Miscellaneous Itemized Deductions - The House version eliminates unreimbursed employee business expenses, personal casualty losses, fees for tax preparation and financial management but retains the deduction for casualty losses in a presidentially declared disaster area. The Senate version eliminates all miscellaneous deductions but also retains the deduction for casualty losses in a presidentially declared disaster area.
AMT - Both versions repeal the alternative minimum tax.
Adoption Credit - Both versions retain the credit.
Exclusion of Profit on the Sale of a Personal Residence - For sales after 2017, the House version require homes to be owned and used for 5 of the last 8 years before any profit can be excluded from income.

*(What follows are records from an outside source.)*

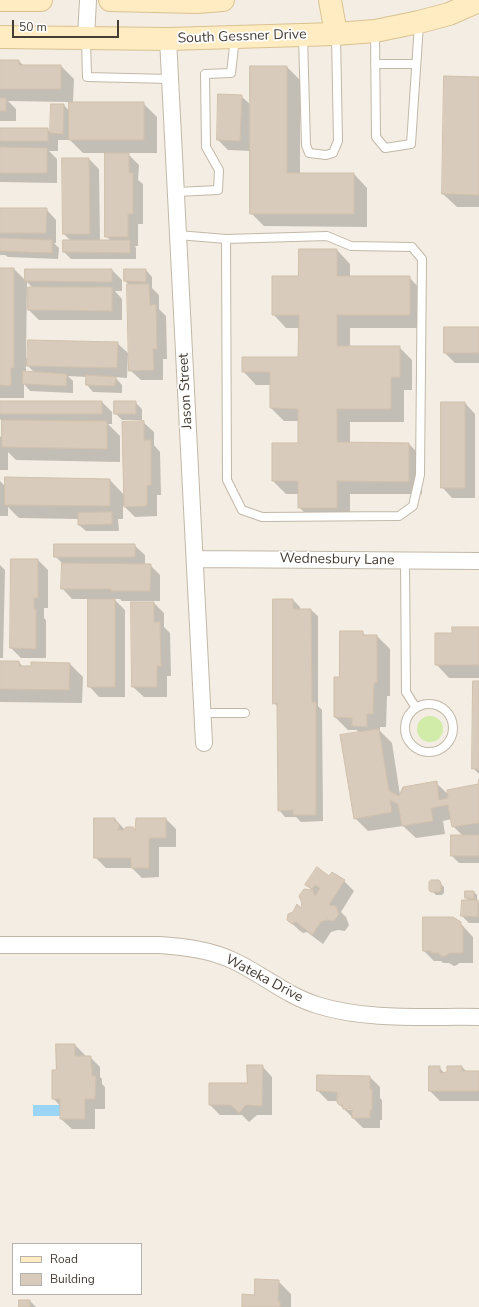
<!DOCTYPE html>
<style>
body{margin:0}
#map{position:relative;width:479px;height:1307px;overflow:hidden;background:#f3ede3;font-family:"Nunito Sans",sans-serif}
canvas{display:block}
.legend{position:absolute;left:12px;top:1243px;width:130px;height:52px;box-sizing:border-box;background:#fff;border:1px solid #b5b1ad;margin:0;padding:5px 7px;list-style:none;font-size:12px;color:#453d33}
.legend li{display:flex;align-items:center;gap:8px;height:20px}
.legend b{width:20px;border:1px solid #b5b1ad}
.scale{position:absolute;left:12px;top:20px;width:107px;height:18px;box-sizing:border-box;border:2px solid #453d33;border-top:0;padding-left:5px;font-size:12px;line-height:14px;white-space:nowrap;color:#453d33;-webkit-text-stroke:3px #fff;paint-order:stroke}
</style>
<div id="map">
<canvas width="479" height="1307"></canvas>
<ul class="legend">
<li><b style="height:5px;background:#ffecc2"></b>Road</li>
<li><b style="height:11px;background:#d8cbbb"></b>Building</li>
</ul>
<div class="scale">50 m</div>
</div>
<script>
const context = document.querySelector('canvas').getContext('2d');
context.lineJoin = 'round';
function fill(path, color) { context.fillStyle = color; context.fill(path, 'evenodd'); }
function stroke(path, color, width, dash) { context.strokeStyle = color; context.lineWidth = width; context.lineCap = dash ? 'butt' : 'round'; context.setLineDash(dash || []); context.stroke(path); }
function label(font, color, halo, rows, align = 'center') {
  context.font = font + ' "Nunito Sans",sans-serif'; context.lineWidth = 3.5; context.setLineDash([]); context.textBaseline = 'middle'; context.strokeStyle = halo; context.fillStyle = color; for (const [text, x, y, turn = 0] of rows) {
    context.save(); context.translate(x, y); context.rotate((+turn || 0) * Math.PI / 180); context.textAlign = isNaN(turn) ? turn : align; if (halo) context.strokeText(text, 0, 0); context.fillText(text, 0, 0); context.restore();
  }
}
fill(new Path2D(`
 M417 729a13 13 0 1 1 26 0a13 13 0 1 1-26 0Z`), '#d1eba9');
fill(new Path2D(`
 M33,1105H60V1116H33Z`), '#9ad5f5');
fill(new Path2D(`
 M0,61H19L24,66H61L74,79L73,103H143L157,117V153H127L139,165L138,180L143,184V224H138V246H135L136,248V259H71L64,252V241H71L64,234L63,159H89L99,169L100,241H111L106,236V153H83L69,139V140H58V151H49L57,159V183L0,182V129H47L51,133L64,105L70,112V102L8,101L16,109V121H0Z
 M251,67H287L300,80V174H354L367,188V227L264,226L251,213V151L228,150L218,140L241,96L251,105Z
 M479,78V207H457L443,194Z
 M0,209H46L56,220V243H54L59,248L58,259L8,257L5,255H0Z
 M337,250L350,264V277H409L422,291V328H350V347H399L412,360V390H404V422H350V443L409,444L422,457V494H350V521L312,520L299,507V494H286L273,481L299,444V421H284L271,408V385H256L243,371L299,358V328H286L273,314L299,277Z
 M0,269H14L26,281V270H112L122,280V291H115L122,299V320H39L29,310L33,288L27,282L26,359L117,343L128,353L127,378L115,377L122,385V393L93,392L87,385V377L68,376L73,381V393L30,391L24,384V398H0ZM26,364L35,373L26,372Z
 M146,270L152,277V288L159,295V309L166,316L167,359H163V380H141L130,370L128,284L125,281Z
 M445,328H479V363H455L445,353Z
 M0,402H102L112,412V424H108L120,436V462L16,460L8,452V470H0V436L3,439V422L0,419Z
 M135,402L142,409V420H122L115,413Z
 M465,403L475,414V498H452L442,487Z
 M143,422L154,432V445L160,452L161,495H157V516L135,517L123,505V519H118L119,531H86L79,525V519L19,518L8,507V516H0V481L6,487V478L110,480L124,495Z
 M134,545L145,555V565H150L160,575V601H122L120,599H114L125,610V697H99L89,686V599H72L62,588V563L55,556Z
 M38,560L48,570V608H44V618L46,620V658H21L11,648Z
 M0,565L5,570L3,658H0Z
 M293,600L300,607V610H311L318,616V706L322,710L323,821L301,822L296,817H285L279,810L278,707L274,703Z
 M154,603L164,613V627L170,633L171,676H167V697H144L133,687Z
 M479,628V678H449L436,664L453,634Z
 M362,632L366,636H377L390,649V696H387L386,727H380V731L392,743L400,795L436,783L449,795L479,784V863H459L452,856L463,836L453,826L452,819L443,821L445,834L416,838L403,826L368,831L355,818L359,733L357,730H348L335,717L340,678Z
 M0,662H19L23,667L70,664L83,677L82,703L0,702Z
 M479,682V774L473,768Z
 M115,819L125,830L132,828L136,832L166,819L176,829V847H159V877L142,878L132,868H106L95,857Z
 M332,873L344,881L354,891L341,912L346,917L349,925L345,931L338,930L331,932L323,944L307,932L303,933L299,930L288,920L302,910L313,891L307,885L329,877Z
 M438,881L444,887V893L442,895H436L432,891Z
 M474,892L477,895V901L479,902V923H469L462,916L469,901L466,898Z
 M460,923L473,937V963H459L457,965L454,966L449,963H443L441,961H434L424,951Z
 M75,1045L85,1055V1057H90L100,1067V1077L102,1079V1084L105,1087V1109H95V1129H72L61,1119V1107L53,1098L57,1071Z
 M262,1066L272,1077V1115H257L249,1122L242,1115H220L210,1105L248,1084Z
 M439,1067L445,1074L462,1067L467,1072H479V1101H440L430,1091Z
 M370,1077L380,1087V1098L382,1100V1120H380V1128H363L340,1105L338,1101H328L318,1091ZM347,1108L357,1110H347Z
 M278,1281L291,1294V1307H243L255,1296Z
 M30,1301L36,1307H20Z`), '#0003');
const building = new Path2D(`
 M0,60H19V65H61V89H0Z
 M250,66H287V173H354V214H250Z
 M444,76L479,77V195L442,194Z
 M218,94L242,95L240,141L217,140Z
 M0,98H6V111H0Z
 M69,102H144V140H69Z
 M51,104H64L63,134L50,133Z
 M0,128H48V141H0Z
 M0,147L47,148V173H0Z
 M105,153H129V173H133V214H128V237H105Z
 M62,158H89L90,234H63Z
 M0,208H47L46,233H0Z
 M0,238L52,240V253L0,251Z
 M63,240H130V253L63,252Z
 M299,249H337V276H410V315H337V346H400V377H391V409H337V442L409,443V482L337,481V508H298V481H272V443H298V409L270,408V372H242V357H298L299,315H272V276H298Z
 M0,268H14V368H11V386L0,385Z
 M25,269H112V282L25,281Z
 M124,269H146V282L124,281Z
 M127,284H149L150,305L156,304L157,349H153L154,370L129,371Z
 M28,287H112V311L28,310Z
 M444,327H479V353H444Z
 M28,340L118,342L117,368L27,366Z
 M23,371L67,374L66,386L23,384Z
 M86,375L116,377L115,386L86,385Z
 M0,401H102V414H0Z
 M114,401H136V414H114Z
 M441,402H465V488H441Z
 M2,420L107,421V449L2,447Z
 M144,421V440H151V485L147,486V506L124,507L122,422Z
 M5,477L110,479V506L5,505Z
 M112,512V524L78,525V513Z
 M54,544H135V557H54Z
 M11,559H38V598H34V609H36V649L10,648Z
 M62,563L151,564L150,591H111V589H61Z
 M88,599H115V687H88Z
 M273,599H293V609H311L312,702H316V815H293V810L278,811L277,703L273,704Z
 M131,602H154V622H160L161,666H157V687H132Z
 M452,627H479V665H435V633H452Z
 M340,631H363V635H377V683H374L373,714H367V727L352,726V718L334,717V677H339Z
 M0,661H19V666H31V662L70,663L69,690L0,689Z
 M473,681H479V769H472Z
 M379,729L389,791L399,796L403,787L437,781L439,800L448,798L447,790L478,784L479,779V823L452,827L448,805L431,808L433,821L402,826L398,804L390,800L392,812L354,819L340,735Z
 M94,818H115V821L119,824V828L117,830H124L126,827H133L135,831L136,818H166V838H149V868H131V858H94Z
 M451,835H479V856H451Z
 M317,867L329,876L332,872L345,880L329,905L336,906L339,914L334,921L327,920L321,922L312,935L296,922L292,924L287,920L288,914L293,912L297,904L301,908L302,903L299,896L304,889L313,890L315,896L320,888L315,885L312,889L305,885Z
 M431,880H439L441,883V890L439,892H431L429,890V882Z
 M465,891H474V899L465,898Z
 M462,900H478V917L461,916Z
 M423,917H453L461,922V926H463V953H449L447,955L443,957L438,953H431L432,951H423Z
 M56,1044H75V1056H91V1067H92V1076H96L95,1099H85V1119H60V1099H52V1070H56Z
 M247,1065H263L262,1106L246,1105L239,1113L231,1105H209V1083H247Z
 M429,1066H440V1073L447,1072V1066H462V1071H479V1091H429Z
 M317,1075L370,1076V1089H372V1110H370V1118H352V1109H343V1105H339L337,1102V1092L317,1091Z
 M255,1279L279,1280L278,1301H280V1307H242V1294L254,1295Z
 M19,1300H30V1307H19Z`);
fill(building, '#d8cbbb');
stroke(building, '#d1c0ab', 1);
const lane = new Path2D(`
 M375,32L376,137L385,148L411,144L419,24
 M303,36L306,145L309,153L326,155L333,153L338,141L336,35
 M86,39L87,77L170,79
 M375,64H416
 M176,192L218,190L219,170L206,147L205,74L231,73L235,38
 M178,235L226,239L327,236L351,246L412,247L422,259L420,475L413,506L399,516L262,517L242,510L227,480L226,239
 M405,561L406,692L416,708
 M405 728a24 24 0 1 1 48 0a24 24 0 1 1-48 0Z
 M203,713H245`);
const street = new Path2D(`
 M86,37L88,0
 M168,39L204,743
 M195,559L479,561
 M0,945H160C186,947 211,950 234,961C262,974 287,996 317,1005C367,1021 427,1016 479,1017`);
const secondary = new Path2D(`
 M0,0H41
 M110,0L197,2L223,0
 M330,0L336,34
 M0,37L168,39L336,34L375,31L419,22L449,14L479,1`);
stroke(lane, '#c2b8a8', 10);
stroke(street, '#c2b8a8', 18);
stroke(secondary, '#dac291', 24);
stroke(lane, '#fff', 8);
stroke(street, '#fff', 16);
stroke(secondary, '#ffecc2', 22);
label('14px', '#453d33', '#fff', [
 ["South Gessner Drive",242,37,-2],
 ["Jason Street",186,391,-93],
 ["Wednesbury Lane",337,560,1],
 ["Wateka Drive",264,979,28]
]);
</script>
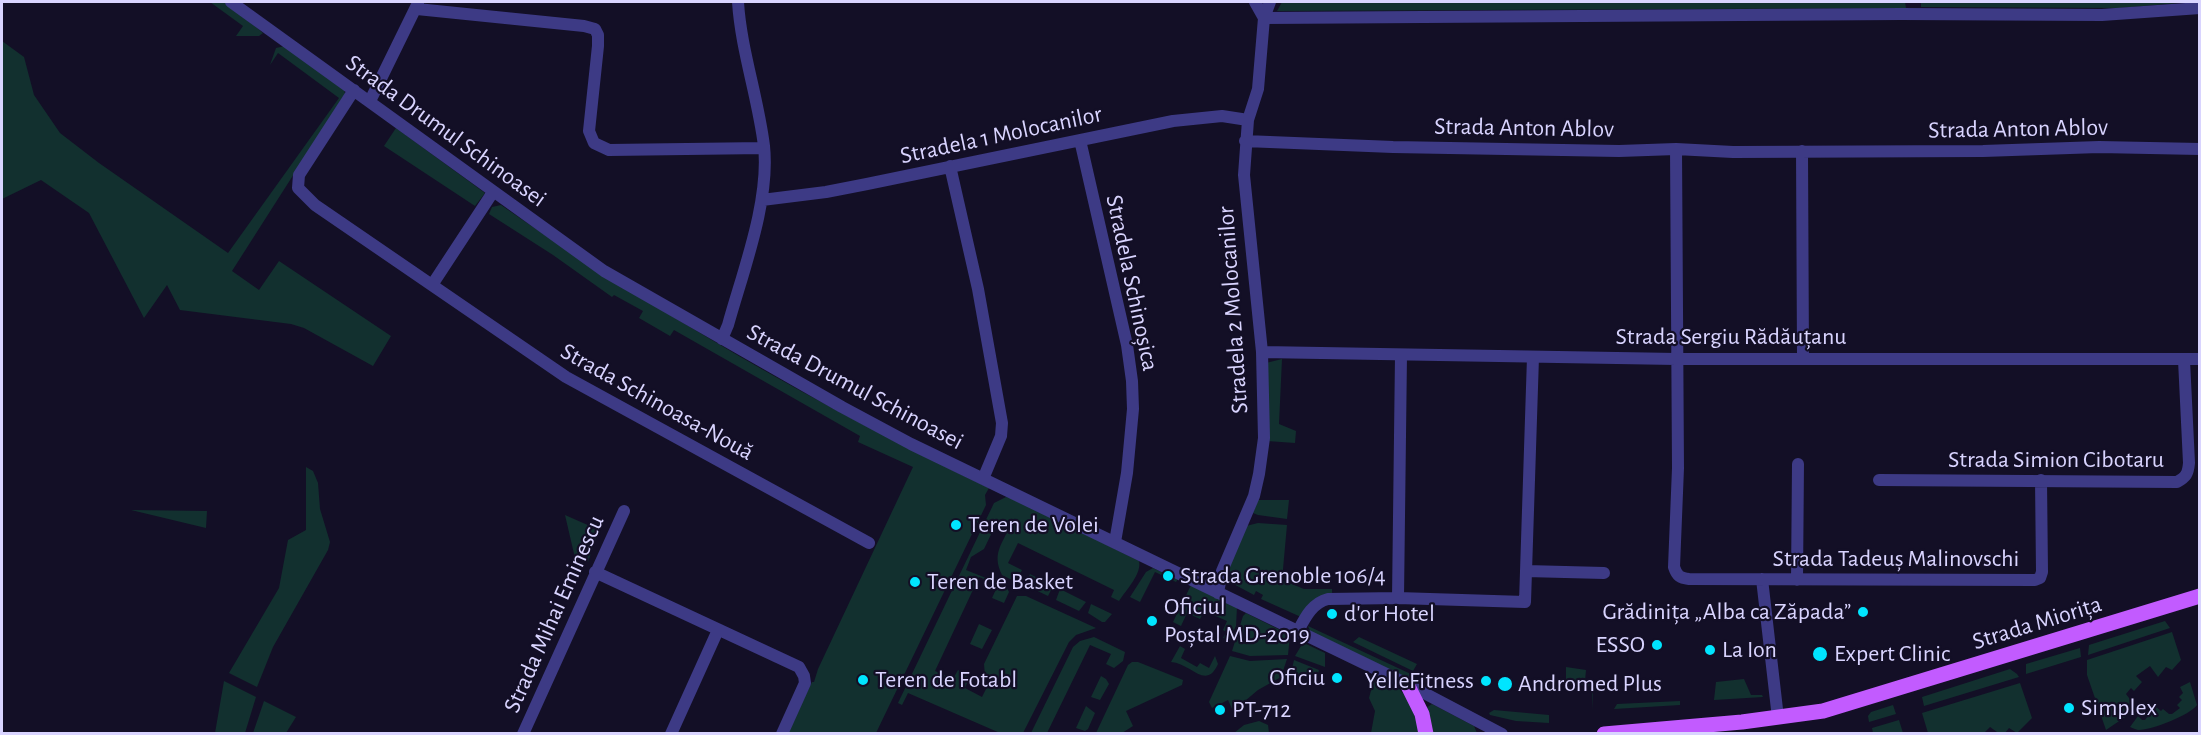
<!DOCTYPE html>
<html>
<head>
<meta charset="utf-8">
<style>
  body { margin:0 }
  #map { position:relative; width:2201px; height:735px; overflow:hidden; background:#130f26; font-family:"Alegreya Sans",sans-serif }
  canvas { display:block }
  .frame { position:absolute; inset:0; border:3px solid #d9d4ff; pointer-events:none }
</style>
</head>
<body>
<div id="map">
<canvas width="2201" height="735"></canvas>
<div class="frame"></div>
</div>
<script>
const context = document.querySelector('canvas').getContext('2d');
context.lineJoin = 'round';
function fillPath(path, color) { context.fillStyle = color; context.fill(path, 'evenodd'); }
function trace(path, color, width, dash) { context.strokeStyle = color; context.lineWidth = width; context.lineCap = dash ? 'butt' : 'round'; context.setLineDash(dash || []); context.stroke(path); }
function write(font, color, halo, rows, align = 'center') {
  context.font = font + ' "Alegreya Sans",sans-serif'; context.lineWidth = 4.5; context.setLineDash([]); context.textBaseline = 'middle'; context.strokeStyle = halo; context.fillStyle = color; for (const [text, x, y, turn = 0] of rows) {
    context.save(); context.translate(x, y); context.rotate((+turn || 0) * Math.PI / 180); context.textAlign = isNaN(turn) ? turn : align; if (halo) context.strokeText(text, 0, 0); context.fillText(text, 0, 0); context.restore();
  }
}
const green = new Path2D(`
  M210,2H226L263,33L259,36H236L243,26Z
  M1282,2H1905L1906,8L1277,11Z
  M1921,2H2191L2120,8L1921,7Z
  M2,41L24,57L34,95L60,133L99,163L228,253L339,98L278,53L270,65L276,48L285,46L344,89L345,94L232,271L259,290L279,261L391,336L373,366L304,328L291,324L180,310L167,285L144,318L89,213L41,180L2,199Z
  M396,128L485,193L475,206L384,146Z
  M501,205C655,312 819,406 989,488L985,495L986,505L876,733H787L812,682H814L818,669L913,467L858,442L860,436L674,330L670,336L639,318L643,311L614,295L612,297L553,255L489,214L492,207Z
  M1282,359L1279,424L1296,431L1295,443L1267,441L1266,363Z
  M306,467L313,471L318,483L320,509L330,542L328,550L273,647L257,687L229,673L279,588L288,540L306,530Z
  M1006,497L1012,498L1139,561C1142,574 1126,590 1119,601L1111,597L1114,590L1018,543L1008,563L1022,570L1016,582L1002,575C992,554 1001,546 1010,526L998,520L984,549L971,557L966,570L1006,586L1009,592L1004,603L992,598L998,585L979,577L935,671L953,679L958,670L969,678L965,688L982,697L991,679L985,676L984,664L1017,596H1026L1096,628L1076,635L1069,642L1023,733H1000L908,693L902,705L898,703L994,503Z
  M1258,500H1289L1287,519L1258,515L1253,513Z
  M131,510L207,511L206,528Z
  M565,515L599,530L588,562L575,558Z
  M1258,523L1287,525L1282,580L1304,589H1332V594C1316,594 1310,605 1301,617L1261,599L1263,595L1256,591L1254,595L1226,580L1228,567L1246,526Z
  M1153,568L1178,579L1176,582L1155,572L1140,602L1130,597L1146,572Z
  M1030,574L1053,586L1048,596L1025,585Z
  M1191,585L1237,607L1236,626L1229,640L1223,638L1226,632L1223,630L1227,621L1204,611L1200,619L1187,613L1181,626L1173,622Z
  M1060,589L1086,602L1079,611L1056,600Z
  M1091,604L1112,614L1105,622H1102L1088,613Z
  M1246,613L1290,635L1288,655L1250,656L1232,651L1243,616Z
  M2165,621L2170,628L2088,655L2089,645Z
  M979,624L992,630L982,649L970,644Z
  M1308,626L1413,675L1411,680L1310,631Z
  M2172,632L2181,660L2172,670L2166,667L2158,677L2150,666L2136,676L2142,682L2134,691L2131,688L2126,694L2132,702L2129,707L2134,711L2106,730L2087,675V660Z
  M1094,637L1125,652L1123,661L1114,668L1106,664L1111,654L1090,645L1047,733H1031L1073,647L1080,641Z
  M1359,637L1417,664L1413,671L1353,642Z
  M1306,644L1325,653V667L1295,656L1301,646Z
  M1180,646L1185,649L1181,658L1197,667L1200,663L1209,668L1215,656L1218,664C1206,691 1191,663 1171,662Z
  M2080,648L2081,657L2026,674V664Z
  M1230,656L1250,661L1287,659L1281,677L1258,690L1233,711L1228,700L1212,708L1209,702Z
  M1294,660L1319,670L1317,677C1309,675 1303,678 1293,676L1291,673Z
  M1132,662H1138L1183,680L1182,685L1126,711L1133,726L1122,733H1096L1128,665Z
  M1566,667L1586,670L1585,681L1593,686L1592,711V687L1566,683Z
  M2010,669L2017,674L2019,677L1924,706L1922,697Z
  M1101,676L1106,679L1109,684L1100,700L1091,697Z
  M1381,679C1407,685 1413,712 1421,733H1371L1375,711L1369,698L1373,683Z
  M1744,679L1751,695H1762L1763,697L1714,700L1716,682Z
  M224,681L256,697L245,733H215Z
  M2190,682L2197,705C2190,715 2152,730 2139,730C2137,730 2133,728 2130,727L2138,716L2142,720H2145L2155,706L2161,711L2163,709L2169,714H2172L2180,708L2177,705L2182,700L2179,697L2183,693L2180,687Z
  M2020,683L2032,718L2017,733L2009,728L2005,733H1996L1997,732L1990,727L1984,733H1928L1922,713Z
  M264,701L296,717L286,733H253Z
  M1680,701V705L1614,709L1617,704Z
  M1432,704L1474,726L1477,733H1430L1426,708Z
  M1893,705L1896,714L1869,722L1868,716L1871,712Z
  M1086,706L1095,713L1088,729L1085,731L1076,728Z
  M1494,710L1549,715V723L1516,721L1490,715L1489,713Z
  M1899,720L1903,733H1873L1872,728Z
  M1259,721L1268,725L1269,733H1234L1244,725Z`);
const minor = new Path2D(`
  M231,2L604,271L842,407L911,444L1407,684L1502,734
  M1255,2L1264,18
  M417,9L584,26L595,29L598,35V46L589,131L594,143L609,150L764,148
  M1264,18L1901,14L2102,15L2200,8
  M354,90L299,175L298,188L315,205L566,377L869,543
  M370,101L418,3
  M1080,140L1127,345L1132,381L1133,409L1127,473L1115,542
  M1245,141L1393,147L1619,151L1676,149L1733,152L1983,151L2099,147L2200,149
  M1676,149L1678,468L1674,567C1677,576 1680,578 1689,579L2035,580L2040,578L2042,572L2041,480
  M1802,151L1803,358
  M950,166L978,289L1002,423L1001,436L983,479
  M762,200L826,192L867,184L1173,121L1222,116L1248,120
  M432,285L493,192
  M722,339L728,325C743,271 770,201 764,146C758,97 741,50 738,2
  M1262,352L1676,359H2200
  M1879,480L2177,482C2186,477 2188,474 2189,463L2184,360
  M1526,571L1604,573
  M595,572L799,667L804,676L805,683L782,734
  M1762,579L1778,718
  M1797,580L1798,464
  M1218,593L1222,571L1254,496L1259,474L1264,438L1262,352L1244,175L1248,120L1258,89L1264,18L1270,2
  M1398,598L1401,355
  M1298,631C1305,618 1312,603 1328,599L1398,598L1525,602L1533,357
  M523,734L624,511
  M671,734L718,630`);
const major = new Path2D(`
  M1407,684L1422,714L1426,734
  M1604,734L1742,722L1823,711L2200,596`);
const markers = [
  [956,525,6,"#00e5ff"],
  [1168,576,6,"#00e5ff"],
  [915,582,6,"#00e5ff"],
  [1863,612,6,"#00e5ff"],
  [1332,614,6,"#00e5ff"],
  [1152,621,6,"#00e5ff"],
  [1657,645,6,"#00e5ff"],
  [1710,650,6,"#00e5ff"],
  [1820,654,8,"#00e5ff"],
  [1337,678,6,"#00e5ff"],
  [863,680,6,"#00e5ff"],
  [1486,681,6,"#00e5ff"],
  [1505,684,8,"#00e5ff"],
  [2069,708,6,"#00e5ff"],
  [1220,710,6,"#00e5ff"]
];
const streetNames = [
  ["Strada Anton Ablov",1524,128,1],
  ["Strada Anton Ablov",2018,129,-1],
  ["Strada Drumul Schinoasei",446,131,36],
  ["Stradela 1 Molocanilor",1001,135,-12],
  ["Stradela Schinoșica",1132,283,78],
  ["Stradela 2 Molocanilor",1233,310,-94],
  ["Strada Sergiu Rădăuțanu",1731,337],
  ["Strada Drumul Schinoasei",855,387,28],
  ["Strada Schinoasa-Nouă",657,402,29],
  ["Strada Simion Cibotaru",2056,460],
  ["Strada Tadeuș Malinovschi",1896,559],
  ["Strada Mihai Eminescu",554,614,-66],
  ["Strada Miorița",2037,623,-17]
];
const poiNames = [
  ["Teren de Volei",968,525],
  ["Strada Grenoble 106/4",1180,576],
  ["Teren de Basket",927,582],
  ["Oficiul",1164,607],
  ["Poștal MD-2019",1164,635],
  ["Grădinița „Alba ca Zăpada”",1851,612,"right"],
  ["d'or Hotel",1344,614],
  ["ESSO",1645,645,"right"],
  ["La Ion",1722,650],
  ["Expert Clinic",1834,654],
  ["Oficiu",1325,678,"right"],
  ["Teren de Fotabl",875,680],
  ["YelleFitness",1474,681,"right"],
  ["Andromed Plus",1518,684],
  ["Simplex",2081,708],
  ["PT-712",1232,710]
];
fillPath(green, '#12302f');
trace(minor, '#3d3a85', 12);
trace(major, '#c25bff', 15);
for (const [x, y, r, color] of markers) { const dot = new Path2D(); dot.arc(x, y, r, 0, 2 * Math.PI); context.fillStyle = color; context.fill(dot); trace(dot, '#130f26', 2); }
write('24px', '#d9d4ff', '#130f26', streetNames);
write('24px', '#d9d4ff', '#130f26', poiNames, 'left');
</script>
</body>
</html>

The amount that can be excluded is limited for taxpayers with adjusted gross income more than $250K. The Senate version also requires homes to be owned and used for 5 of the last 8 years but there is no limitation based on adjusted gross income.
Moving Expenses - Both versions eliminate the deduction except for military personnel.
Alimony - The House version does not allow payers to deduct the amount paid and does not require the recipient to report alimony as income. The Senate version is silent.
Estate Taxes - The House version doubles the exemption to $10K and repeals the provision after 2023. The Senate version doubles the exemption but does not repeal it.
What happens next? The House version has been approved by the Ways and Means Committee and moves to the full House for consideration. The Senate version is still in committee. Once the committee has completed its work it will send a bill to the full Senate for consideration. Eventually there should be two bills - the House version and the Senate version - though it's unclear that the votes are there to approve what's coming out of the committees. If bills do pass, a conference committee will be appointed to reconcile the two bills and come up with one final bill that will have to be approved by both the House and Senate and finally signed by the President. There are LOTS of hurdles facing the bills and there is no guarantee that there will be a bill for the President to sign.
Turner's Tax Service will be monitoring the bills closely and updating information as events unfold.